Soundies: The Ultimate Collection (Blu-ray Review)
Director
VariousRelease Date(s)
1940-1946 (July 25, 2023)Studio(s)
Library of Congress/UCLA Film & Television Archive (Kino Classics)- Film/Program Grade: A-
- Video Grade: C
- Audio Grade: C
- Extras Grade: A-
Review
“Soundies” were short films of the 1940s that anticipate the music video phenomenon of the 1980s and ’90s, presented in a jukebox format. Produced on 35 mm film by at least seven companies based in New York, Chicago, and Hollywood, Soundies were printed on 16 mm film stock and loaded into “Panoram” movie jukeboxes manufactured by the Mills Novelty Company, based out of Chicago. These machines held eight Soundie films on an endless loop and, for 10 cents, one of these three-minute films would be projected onto a TV-type screen via a system of mirrors.
During the Second World War, Panorams offering Soundies were everywhere—in bars, restaurants, break rooms, in nightclubs, and at amusement parks. The spectrum of popular music of the period was represented: swing, classical, cowboy and hillbilly songs, jazz. Patriotic songs became a big component of Soundies during the war, and (very) short comedy films were also produced: routines by Vaudeville legends Smith & Dale, for instance, while former silent film great Harry Langdon did some of his final work on film in Soundies.
Kino Classics’ Soundies: The Ultimate Collection, produced in cooperation with the Library of Congress and the UCLA Film & Television Library and curated by Susan Delson, is a compact but mammoth region-free, four-disc set of 200 Soundie shorts, some 10 hours of material. Sourcing film elements from the Library of Congress and other archives, using both 35 mm and 16 mm film elements, pictorially the quality of these short films vary widely—the majority being pretty beat-up—but that such obscurities survive at all is rather miraculous.
The back-cover text notes these Soundies include the likes of Duke Ellington and Count Basie, as well future stars Doris Day and Ricardo Montalbán but, for me, even more interesting is the wide range of less familiar talent, performances that, in many cases, survive only on Soundies. So while there are obvious greats like Stan Kenton, “Fats” Waller, Gene Krupa, (Walter) Liberace, The King Cole Trio (featuring Nat), Spike Jones and His City Slickers, Hoagy Carmichael, Dorothy Dandridge, Louis Jordan, the Hoosier Hot Shots, and Cab Calloway, there’s also Carson Robison and Buckaroos, Day Dawn and Dusk, Emerson’s Mountaineers, and Cappy Barra’s Harmonica Boys. The four discs include lots of extra features and there’s also a 44-page booklet with additional essays. Each disc has an overall theme, and each theme is subdivided into additional categories (Going to War, The Home Front, Latin to Staten Island, Heading Toward Rock ‘n’ Roll, etc.).
This segues into the set’s one serious shortcoming: there’s no index of performers or song titles.

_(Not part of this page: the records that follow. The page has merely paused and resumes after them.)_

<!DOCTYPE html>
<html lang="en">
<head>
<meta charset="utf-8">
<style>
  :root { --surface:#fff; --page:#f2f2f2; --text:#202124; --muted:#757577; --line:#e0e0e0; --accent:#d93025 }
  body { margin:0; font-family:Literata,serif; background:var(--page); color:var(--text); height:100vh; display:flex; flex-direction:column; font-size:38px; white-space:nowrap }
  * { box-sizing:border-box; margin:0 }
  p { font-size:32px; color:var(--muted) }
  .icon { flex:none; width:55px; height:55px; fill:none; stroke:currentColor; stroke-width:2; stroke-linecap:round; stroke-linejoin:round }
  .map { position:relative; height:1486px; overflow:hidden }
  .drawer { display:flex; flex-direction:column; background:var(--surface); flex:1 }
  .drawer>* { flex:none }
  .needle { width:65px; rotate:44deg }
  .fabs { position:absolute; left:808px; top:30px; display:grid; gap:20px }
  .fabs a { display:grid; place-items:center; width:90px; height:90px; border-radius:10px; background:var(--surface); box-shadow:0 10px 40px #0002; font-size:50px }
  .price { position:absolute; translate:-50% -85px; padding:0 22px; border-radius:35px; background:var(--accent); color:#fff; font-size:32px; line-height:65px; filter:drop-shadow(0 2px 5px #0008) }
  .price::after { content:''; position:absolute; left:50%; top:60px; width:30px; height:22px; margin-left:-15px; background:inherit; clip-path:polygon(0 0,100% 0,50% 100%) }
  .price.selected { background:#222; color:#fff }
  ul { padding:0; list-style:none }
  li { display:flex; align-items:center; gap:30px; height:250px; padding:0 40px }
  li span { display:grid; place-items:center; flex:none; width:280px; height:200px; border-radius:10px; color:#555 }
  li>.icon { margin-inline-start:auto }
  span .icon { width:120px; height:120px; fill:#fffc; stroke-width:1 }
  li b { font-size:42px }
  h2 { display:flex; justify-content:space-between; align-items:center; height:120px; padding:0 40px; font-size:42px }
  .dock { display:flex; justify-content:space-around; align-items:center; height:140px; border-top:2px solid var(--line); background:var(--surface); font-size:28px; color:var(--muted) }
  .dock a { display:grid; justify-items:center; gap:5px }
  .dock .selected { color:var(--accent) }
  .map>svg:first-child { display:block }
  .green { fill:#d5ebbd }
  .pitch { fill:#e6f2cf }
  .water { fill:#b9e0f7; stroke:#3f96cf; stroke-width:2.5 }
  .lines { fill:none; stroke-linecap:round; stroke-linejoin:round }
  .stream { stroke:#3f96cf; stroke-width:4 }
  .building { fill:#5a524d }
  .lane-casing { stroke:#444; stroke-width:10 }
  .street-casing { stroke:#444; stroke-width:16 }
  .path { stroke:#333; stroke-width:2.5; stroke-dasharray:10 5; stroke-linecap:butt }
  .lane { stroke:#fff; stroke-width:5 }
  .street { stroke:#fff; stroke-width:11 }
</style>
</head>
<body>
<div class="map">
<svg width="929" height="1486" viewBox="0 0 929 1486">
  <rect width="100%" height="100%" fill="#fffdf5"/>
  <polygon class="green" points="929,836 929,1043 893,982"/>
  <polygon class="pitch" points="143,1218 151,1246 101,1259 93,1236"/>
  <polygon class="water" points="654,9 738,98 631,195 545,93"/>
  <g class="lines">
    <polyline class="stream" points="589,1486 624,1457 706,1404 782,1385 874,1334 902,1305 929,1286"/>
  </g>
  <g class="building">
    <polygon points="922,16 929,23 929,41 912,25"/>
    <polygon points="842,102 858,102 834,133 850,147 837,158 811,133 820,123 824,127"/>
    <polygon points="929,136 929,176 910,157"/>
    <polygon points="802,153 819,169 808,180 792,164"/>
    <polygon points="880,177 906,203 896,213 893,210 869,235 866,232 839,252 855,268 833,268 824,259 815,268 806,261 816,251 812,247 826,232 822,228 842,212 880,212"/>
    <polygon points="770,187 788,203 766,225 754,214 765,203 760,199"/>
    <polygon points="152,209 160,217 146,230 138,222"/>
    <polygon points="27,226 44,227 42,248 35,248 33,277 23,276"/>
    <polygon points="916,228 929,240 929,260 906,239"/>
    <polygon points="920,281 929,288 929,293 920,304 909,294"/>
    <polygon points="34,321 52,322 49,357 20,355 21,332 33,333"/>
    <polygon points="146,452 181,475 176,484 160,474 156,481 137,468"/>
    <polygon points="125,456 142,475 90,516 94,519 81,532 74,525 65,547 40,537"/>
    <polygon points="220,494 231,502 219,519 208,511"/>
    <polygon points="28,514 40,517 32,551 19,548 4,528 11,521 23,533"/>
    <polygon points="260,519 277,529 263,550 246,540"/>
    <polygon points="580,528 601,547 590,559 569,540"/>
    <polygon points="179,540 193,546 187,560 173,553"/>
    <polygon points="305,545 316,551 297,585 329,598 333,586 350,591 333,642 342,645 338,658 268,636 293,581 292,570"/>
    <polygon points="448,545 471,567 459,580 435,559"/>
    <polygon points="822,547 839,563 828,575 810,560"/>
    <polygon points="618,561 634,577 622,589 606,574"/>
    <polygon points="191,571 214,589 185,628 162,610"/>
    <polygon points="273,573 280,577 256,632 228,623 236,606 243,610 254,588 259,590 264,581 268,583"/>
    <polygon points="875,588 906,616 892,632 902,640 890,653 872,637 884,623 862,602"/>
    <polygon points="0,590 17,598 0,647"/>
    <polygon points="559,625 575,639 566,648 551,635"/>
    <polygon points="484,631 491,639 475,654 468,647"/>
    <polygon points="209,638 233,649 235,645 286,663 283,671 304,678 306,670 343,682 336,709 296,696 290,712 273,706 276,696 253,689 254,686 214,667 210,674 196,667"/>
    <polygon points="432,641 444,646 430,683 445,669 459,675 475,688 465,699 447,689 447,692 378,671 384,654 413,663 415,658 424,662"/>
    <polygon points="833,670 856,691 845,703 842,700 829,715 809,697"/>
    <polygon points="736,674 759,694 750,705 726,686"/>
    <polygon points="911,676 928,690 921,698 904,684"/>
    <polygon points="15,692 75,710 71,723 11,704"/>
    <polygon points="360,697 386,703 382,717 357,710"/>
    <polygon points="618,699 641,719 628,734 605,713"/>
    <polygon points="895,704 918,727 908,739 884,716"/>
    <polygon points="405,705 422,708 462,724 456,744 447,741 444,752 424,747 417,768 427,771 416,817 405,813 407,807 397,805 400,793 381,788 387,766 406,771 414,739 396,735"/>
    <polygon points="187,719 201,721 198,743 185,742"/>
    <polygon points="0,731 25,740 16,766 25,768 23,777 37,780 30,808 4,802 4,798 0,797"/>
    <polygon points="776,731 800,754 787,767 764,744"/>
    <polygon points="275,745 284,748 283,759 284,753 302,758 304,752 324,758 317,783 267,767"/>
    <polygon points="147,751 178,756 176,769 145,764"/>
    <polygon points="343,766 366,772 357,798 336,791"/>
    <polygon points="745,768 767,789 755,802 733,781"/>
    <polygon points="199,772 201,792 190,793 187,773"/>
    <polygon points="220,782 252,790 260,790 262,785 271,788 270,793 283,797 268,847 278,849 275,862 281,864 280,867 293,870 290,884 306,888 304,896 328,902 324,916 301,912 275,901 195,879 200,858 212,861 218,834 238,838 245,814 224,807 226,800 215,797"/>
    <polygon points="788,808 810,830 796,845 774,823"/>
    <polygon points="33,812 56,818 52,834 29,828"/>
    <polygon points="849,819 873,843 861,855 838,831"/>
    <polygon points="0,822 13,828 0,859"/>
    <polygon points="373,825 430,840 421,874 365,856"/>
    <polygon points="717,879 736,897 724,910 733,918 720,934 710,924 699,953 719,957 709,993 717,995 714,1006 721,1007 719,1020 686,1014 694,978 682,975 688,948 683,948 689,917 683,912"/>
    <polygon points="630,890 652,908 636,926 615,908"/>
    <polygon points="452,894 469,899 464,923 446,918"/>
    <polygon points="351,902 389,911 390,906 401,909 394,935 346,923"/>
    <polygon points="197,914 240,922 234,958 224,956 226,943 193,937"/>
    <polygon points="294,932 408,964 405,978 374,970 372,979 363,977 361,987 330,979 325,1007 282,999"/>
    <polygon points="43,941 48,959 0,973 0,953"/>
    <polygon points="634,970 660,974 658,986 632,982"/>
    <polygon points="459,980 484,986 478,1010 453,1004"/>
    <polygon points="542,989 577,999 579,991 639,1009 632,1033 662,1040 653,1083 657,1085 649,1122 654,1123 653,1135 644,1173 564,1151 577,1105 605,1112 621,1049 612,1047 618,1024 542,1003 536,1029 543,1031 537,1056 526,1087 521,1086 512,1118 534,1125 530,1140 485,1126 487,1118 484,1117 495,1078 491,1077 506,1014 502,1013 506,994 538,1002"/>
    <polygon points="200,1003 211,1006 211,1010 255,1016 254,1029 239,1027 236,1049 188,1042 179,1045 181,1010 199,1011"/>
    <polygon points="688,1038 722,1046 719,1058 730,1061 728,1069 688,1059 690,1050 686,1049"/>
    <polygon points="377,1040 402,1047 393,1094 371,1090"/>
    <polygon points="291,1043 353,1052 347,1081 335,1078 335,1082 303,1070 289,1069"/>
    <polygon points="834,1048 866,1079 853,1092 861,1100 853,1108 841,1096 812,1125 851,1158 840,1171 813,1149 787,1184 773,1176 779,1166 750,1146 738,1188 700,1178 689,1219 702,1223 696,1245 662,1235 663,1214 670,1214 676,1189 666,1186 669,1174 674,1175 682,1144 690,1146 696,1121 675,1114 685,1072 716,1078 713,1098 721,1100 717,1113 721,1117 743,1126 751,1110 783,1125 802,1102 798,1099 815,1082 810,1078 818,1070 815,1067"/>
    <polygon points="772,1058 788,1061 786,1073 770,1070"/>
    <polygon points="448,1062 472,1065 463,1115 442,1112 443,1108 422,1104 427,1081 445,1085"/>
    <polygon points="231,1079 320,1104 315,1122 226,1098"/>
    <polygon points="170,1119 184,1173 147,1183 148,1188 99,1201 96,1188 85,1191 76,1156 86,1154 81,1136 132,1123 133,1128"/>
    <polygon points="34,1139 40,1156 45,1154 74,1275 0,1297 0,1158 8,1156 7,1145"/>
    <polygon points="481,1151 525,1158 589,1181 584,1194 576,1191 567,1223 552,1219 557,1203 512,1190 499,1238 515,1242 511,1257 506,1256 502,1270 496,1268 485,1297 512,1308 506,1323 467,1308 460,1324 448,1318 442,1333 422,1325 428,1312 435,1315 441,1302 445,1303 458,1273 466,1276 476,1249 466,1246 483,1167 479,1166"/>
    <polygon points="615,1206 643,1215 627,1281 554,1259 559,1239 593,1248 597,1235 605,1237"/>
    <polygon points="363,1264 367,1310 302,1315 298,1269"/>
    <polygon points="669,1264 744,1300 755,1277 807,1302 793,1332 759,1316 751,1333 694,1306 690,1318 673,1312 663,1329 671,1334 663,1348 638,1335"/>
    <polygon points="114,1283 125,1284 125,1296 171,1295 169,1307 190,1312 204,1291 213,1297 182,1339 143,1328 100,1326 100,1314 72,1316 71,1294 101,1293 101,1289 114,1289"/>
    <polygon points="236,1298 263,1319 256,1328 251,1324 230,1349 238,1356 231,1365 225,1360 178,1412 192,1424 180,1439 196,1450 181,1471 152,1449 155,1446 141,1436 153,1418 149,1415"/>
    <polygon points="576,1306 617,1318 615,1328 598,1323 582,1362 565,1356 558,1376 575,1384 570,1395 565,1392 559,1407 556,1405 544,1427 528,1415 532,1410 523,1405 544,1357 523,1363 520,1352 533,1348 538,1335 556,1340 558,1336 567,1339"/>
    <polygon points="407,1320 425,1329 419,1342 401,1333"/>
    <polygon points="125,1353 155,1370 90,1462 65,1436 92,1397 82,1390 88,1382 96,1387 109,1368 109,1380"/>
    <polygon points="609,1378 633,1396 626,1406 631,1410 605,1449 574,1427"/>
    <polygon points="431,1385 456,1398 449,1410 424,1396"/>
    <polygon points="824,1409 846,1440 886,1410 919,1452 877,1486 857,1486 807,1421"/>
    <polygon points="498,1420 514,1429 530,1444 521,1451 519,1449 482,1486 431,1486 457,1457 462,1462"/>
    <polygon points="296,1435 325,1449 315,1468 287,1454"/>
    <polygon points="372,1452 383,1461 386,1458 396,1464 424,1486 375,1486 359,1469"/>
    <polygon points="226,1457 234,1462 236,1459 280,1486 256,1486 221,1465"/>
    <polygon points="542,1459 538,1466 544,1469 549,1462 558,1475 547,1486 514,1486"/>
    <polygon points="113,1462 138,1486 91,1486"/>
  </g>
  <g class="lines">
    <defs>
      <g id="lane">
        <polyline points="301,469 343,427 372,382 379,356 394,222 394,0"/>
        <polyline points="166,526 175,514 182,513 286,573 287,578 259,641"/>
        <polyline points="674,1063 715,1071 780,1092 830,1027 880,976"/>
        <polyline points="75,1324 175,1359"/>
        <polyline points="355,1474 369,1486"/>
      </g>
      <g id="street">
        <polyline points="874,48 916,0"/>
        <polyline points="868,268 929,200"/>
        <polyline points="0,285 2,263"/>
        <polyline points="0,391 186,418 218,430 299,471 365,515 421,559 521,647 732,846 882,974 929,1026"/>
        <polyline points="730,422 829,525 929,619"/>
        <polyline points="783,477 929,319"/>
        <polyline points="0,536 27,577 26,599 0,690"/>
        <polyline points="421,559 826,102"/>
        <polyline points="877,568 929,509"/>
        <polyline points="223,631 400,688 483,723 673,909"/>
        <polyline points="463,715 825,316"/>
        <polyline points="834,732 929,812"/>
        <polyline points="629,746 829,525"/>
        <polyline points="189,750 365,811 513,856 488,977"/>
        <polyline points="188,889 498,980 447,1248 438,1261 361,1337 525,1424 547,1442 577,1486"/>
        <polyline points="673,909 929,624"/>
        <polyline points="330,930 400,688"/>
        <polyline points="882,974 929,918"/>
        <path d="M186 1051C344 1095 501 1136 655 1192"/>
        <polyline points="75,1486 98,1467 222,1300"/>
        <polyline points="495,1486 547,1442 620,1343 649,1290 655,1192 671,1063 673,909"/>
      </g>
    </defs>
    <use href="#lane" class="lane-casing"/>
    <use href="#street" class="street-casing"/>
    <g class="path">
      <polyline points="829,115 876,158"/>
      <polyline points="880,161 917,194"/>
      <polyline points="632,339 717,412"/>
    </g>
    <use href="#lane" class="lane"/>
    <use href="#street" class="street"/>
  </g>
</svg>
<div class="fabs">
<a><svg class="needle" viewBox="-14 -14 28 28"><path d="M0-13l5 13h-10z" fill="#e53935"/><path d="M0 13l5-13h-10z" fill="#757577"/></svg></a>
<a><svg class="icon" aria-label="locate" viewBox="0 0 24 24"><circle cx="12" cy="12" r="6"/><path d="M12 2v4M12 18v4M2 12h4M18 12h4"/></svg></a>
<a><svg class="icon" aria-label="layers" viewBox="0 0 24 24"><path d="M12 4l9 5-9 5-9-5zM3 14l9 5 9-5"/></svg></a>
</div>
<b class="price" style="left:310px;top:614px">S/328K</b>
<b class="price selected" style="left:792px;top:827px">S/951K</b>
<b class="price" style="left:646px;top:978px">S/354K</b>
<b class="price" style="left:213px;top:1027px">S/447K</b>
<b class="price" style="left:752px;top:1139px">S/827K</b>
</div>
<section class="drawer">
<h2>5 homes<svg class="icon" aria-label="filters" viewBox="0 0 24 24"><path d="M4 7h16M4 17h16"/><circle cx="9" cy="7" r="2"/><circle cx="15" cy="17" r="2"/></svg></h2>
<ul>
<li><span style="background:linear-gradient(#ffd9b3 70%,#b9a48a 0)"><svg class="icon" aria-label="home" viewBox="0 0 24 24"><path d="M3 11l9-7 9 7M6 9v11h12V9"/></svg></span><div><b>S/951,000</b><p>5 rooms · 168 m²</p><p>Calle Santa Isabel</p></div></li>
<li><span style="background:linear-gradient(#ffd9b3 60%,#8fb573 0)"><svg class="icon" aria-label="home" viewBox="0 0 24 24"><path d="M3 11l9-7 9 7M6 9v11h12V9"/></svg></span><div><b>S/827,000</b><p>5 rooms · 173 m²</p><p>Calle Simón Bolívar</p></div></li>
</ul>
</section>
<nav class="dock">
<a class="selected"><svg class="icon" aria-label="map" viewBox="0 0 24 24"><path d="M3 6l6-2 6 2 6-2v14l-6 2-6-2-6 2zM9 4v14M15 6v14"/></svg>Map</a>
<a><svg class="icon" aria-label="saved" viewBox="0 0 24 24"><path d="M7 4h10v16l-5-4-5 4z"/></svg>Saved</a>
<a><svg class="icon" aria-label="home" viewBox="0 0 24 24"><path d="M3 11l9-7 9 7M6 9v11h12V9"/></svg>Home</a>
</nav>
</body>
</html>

If you’re looking for a particular song or performer, or want to show friends a particularly outstanding Soundie you watched a couple of weeks earlier, good luck finding it. The only route is to eyeball 17 pages of credits in tiny font contained within the booklet, which admirably provides release dates, producer & director credits, etc. (compiled by Mark Cantor), but everything is listed in the same order as the Soundies on the four discs.
The booklet also offers four well-researched, knowledgeable essays: Movies, Music, Contradictions: Soundies and 1940s America by Susan Delson; Soundies: Music for the Eyes by Mark Cantor; Soundies, Harlem, and the Bricolage of Black Life by Ellen C. Scott; and A Densely Layered History: Black-Cast Soundies and Cultural Change by Delson. There’s also a bibliography and bios of the project’s coordinators.
On the discs themselves you’ll find one or two short featurettes per disc, including introductions by Delson and Ina Archer; Cantor discussing and showing off an original Panoram; and interviewed are Matthew Barton (curator of Recorded Sound at the National Audio-Visual Conservation Center at the Library of Congress) and Mike Mashon (head of the Moving Image Section of the Library of Congress).
Soundies: The Ultimate Collection reminded me of long ago when I’d peruse used record stores for LPs—if those LPs had been randomly packed in shipping crates. But the material contained in this set is invaluable and frequently fascinating. While the lack of proper indexing for so much material is frustrating (and ironic, considering archivists assembled it in the first place), for fans of popular and obscure music from that era especially, this is an outstanding Blu-ray set.